Stored data
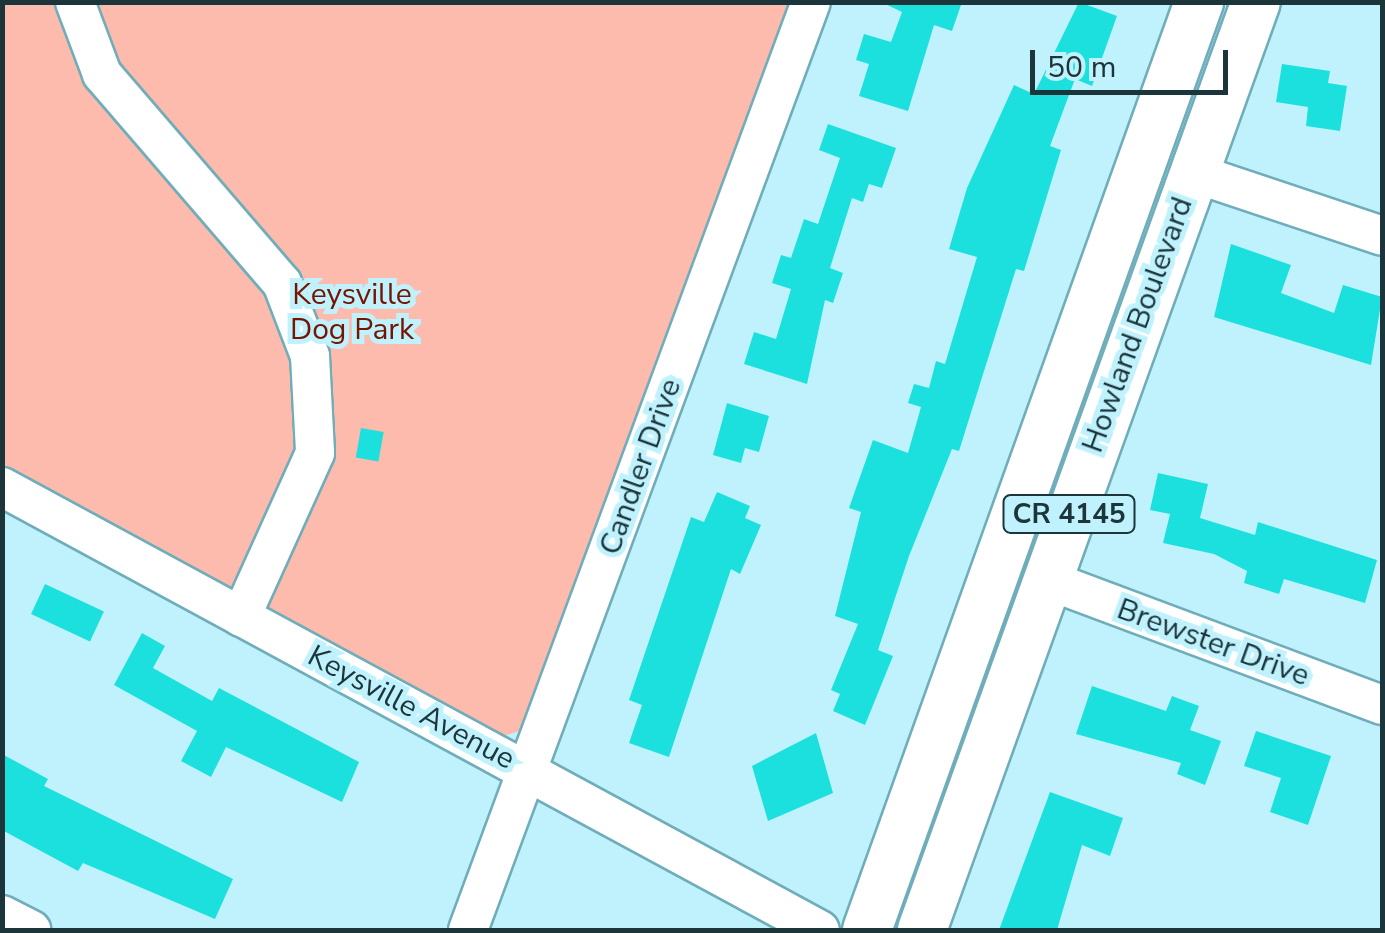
<!DOCTYPE html>
<style>
body{margin:0}
#map{position:relative;width:1385px;height:933px;overflow:hidden;background:#c0f2fd;font-family:"Nunito Sans",sans-serif}
div>[style]{position:absolute}
.green>*{inset:0;background:#fcbbac}
.building>*{inset:0;background:#1ce0dd;transform-origin:0 0}
.roads{filter:drop-shadow(2px 0 #6fadba) drop-shadow(-2px 0 #6fadba) drop-shadow(0 2px #6fadba) drop-shadow(0 -2px #6fadba)}
.minor>*{height:38px;margin:-19px;padding:0 19px;transform-origin:19px;border-radius:19px;background:#fff}
.major>*{height:48px;margin:-24px;padding:0 24px;transform-origin:24px;border-radius:24px;background:#fff}
span{translate:-50% -50%;white-space:nowrap;text-align:center;line-height:1.15;-webkit-text-stroke:10px #c0f2fd;paint-order:stroke}
.shield-label span{padding:2px 8px;background:#c0f2fd;border:2px solid;border-radius:8px;-webkit-text-stroke-width:0}
.shield-label{font-size:28px;color:#1b353a;font-weight:700}
.park-label{font-size:30px;color:#751401}
.street-label{font-size:30px;color:#1b353a}
.frame{position:absolute;inset:0;border:5px solid #1b353a;pointer-events:none}
.scale{position:absolute;left:1030px;top:50px;width:198px;height:45px;box-sizing:border-box;border:5px solid #1b353a;border-top:0;padding-left:12px;font-size:30px;line-height:35px;white-space:nowrap;color:#1b353a;-webkit-text-stroke:8px #c0f2fd;paint-order:stroke}
</style>
<div id="map">
<div class="green">
<div style="clip-path:polygon(3px 3px,793px 3px,531px 727px,495px 739px,3px 473px)"></div>
</div>
<div class="building">
<div style="clip-path:polygon(881px 2px,962px 2px,952px 31px,934px 25px,908px 111px,859px 96px,869px 64px,856px 60px,864px 34px,891px 42px,902px 12px)"></div>
<div style="clip-path:polygon(1079px 2px,1117px 16px,1092px 86px,1075px 79px,1050px 146px,1061px 150px,1024px 271px,1016px 269px,959px 451px,952px 449px,909px 556px,878px 650px,893px 656px,865px 725px,833px 711px,840px 694px,831px 690px,858px 624px,835px 616px,861px 512px,849px 508px,873px 440px,908px 453px,921px 407px,908px 403px,914px 384px,929px 388px,936px 361px,945px 364px,977px 257px,949px 249px,967px 188px,1014px 85px,1034px 94px)"></div>
<div style="clip-path:polygon(1282px 64px,1330px 71px,1328px 83px,1347px 86px,1340px 131px,1306px 126px,1308px 107px,1276px 102px)"></div>
<div style="clip-path:polygon(828px 124px,896px 148px,882px 188px,869px 184px,863px 202px,852px 198px,830px 268px,843px 273px,833px 303px,825px 300px,807px 384px,744px 364px,754px 332px,776px 339px,791px 289px,772px 283px,781px 255px,791px 258px,804px 219px,818px 224px,840px 158px,819px 150px)"></div>
<div style="clip-path:polygon(1231px 244px,1291px 265px,1281px 293px,1334px 313px,1343px 285px,1382px 297px,1371px 365px,1214px 317px)"></div>
<div style="clip-path:polygon(727px 403px,769px 416px,759px 452px,745px 448px,741px 463px,713px 455px)"></div>
<div style="left:361px;top:428px;width:23px;height:30px;rotate:10deg"></div>
<div style="clip-path:polygon(1158px 473px,1208px 484px,1200px 518px,1255px 535px,1258px 522px,1377px 560px,1365px 603px,1284px 579px,1279px 594px,1244px 583px,1247px 571px,1214px 554px,1163px 543px,1170px 514px,1150px 510px)"></div>
<div style="clip-path:polygon(717px 492px,750px 506px,745px 518px,761px 525px,740px 574px,731px 569px,669px 757px,629px 743px,642px 705px,629px 700px,691px 517px,704px 522px)"></div>
<div style="left:45px;top:584px;width:65px;height:33px;rotate:25deg"></div>
<div style="clip-path:polygon(142px 633px,165px 646px,153px 668px,212px 701px,219px 688px,359px 762px,342px 802px,226px 747px,211px 777px,181px 761px,197px 731px,114px 685px)"></div>
<div style="clip-path:polygon(1092px 686px,1166px 711px,1172px 696px,1199px 706px,1190px 730px,1221px 741px,1205px 785px,1177px 774px,1181px 763px,1076px 734px)"></div>
<div style="clip-path:polygon(1256px 731px,1331px 756px,1308px 825px,1270px 812px,1281px 778px,1244px 766px)"></div>
<div style="clip-path:polygon(816px 733px,833px 793px,768px 821px,752px 766px)"></div>
<div style="clip-path:polygon(2px 754px,48px 779px,44px 786px,233px 879px,215px 919px,83px 863px,78px 871px,2px 830px)"></div>
<div style="clip-path:polygon(1050px 792px,1123px 818px,1110px 856px,1082px 845px,1057px 930px,999px 930px)"></div>
</div>
<div class="roads">
<div class="minor">
<div style="left:75px;top:2px;width:77px;rotate:69.4deg"></div>
<div style="left:102px;top:74px;width:276px;rotate:49.3deg"></div>
<div style="left:282px;top:283px;width:78px;rotate:69deg"></div>
<div style="left:310px;top:356px;width:97px;rotate:87deg"></div>
<div style="left:315px;top:453px;width:180px;rotate:114.3deg"></div>
<div style="left:1194px;top:173px;width:198px;rotate:18.5deg"></div>
<div style="left:2px;top:487px;width:930px;rotate:28.44deg"></div>
<div style="left:1045px;top:579px;width:360px;rotate:20.5deg"></div>
<div style="left:2px;top:915px;width:33px;rotate:27deg"></div>
<div style="left:468px;top:930px;width:989px;rotate:-69.72deg"></div>
</div>
<div class="major">
<div style="left:867px;top:930px;width:986px;rotate:-70.31deg"></div>
<div style="left:922px;top:930px;width:986px;rotate:-70.21deg"></div>
</div>
</div>
<div class="shield-label">
<span style="left:1069px;top:514px">CR 4145</span>
</div>
<div class="park-label">
<span style="left:352px;top:312px">Keysville<br>Dog Park</span>
</div>
<div class="street-label">
<span style="left:1138px;top:325px;rotate:-70deg">Howland Boulevard</span>
<span style="left:641px;top:467px;rotate:-70deg">Candler Drive</span>
<span style="left:1213px;top:643px;rotate:20deg">Brewster Drive</span>
<span style="left:411px;top:708px;rotate:28deg">Keysville Avenue</span>
</div>
<div class="frame"></div>
<div class="scale">50 m</div>
</div>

WHAT YOU SHOULD DO
Go through the entries and copy each line holding the string "label".

FINAL ANSWER
.shield-label span{padding:2px 8px;background:#c0f2fd;border:2px solid;border-radius:8px;-webkit-text-stroke-width:0}
.shield-label{font-size:28px;color:#1b353a;font-weight:700}
.park-label{font-size:30px;color:#751401}
.street-label{font-size:30px;color:#1b353a}
<div class="shield-label">
<div class="park-label">
<div class="street-label">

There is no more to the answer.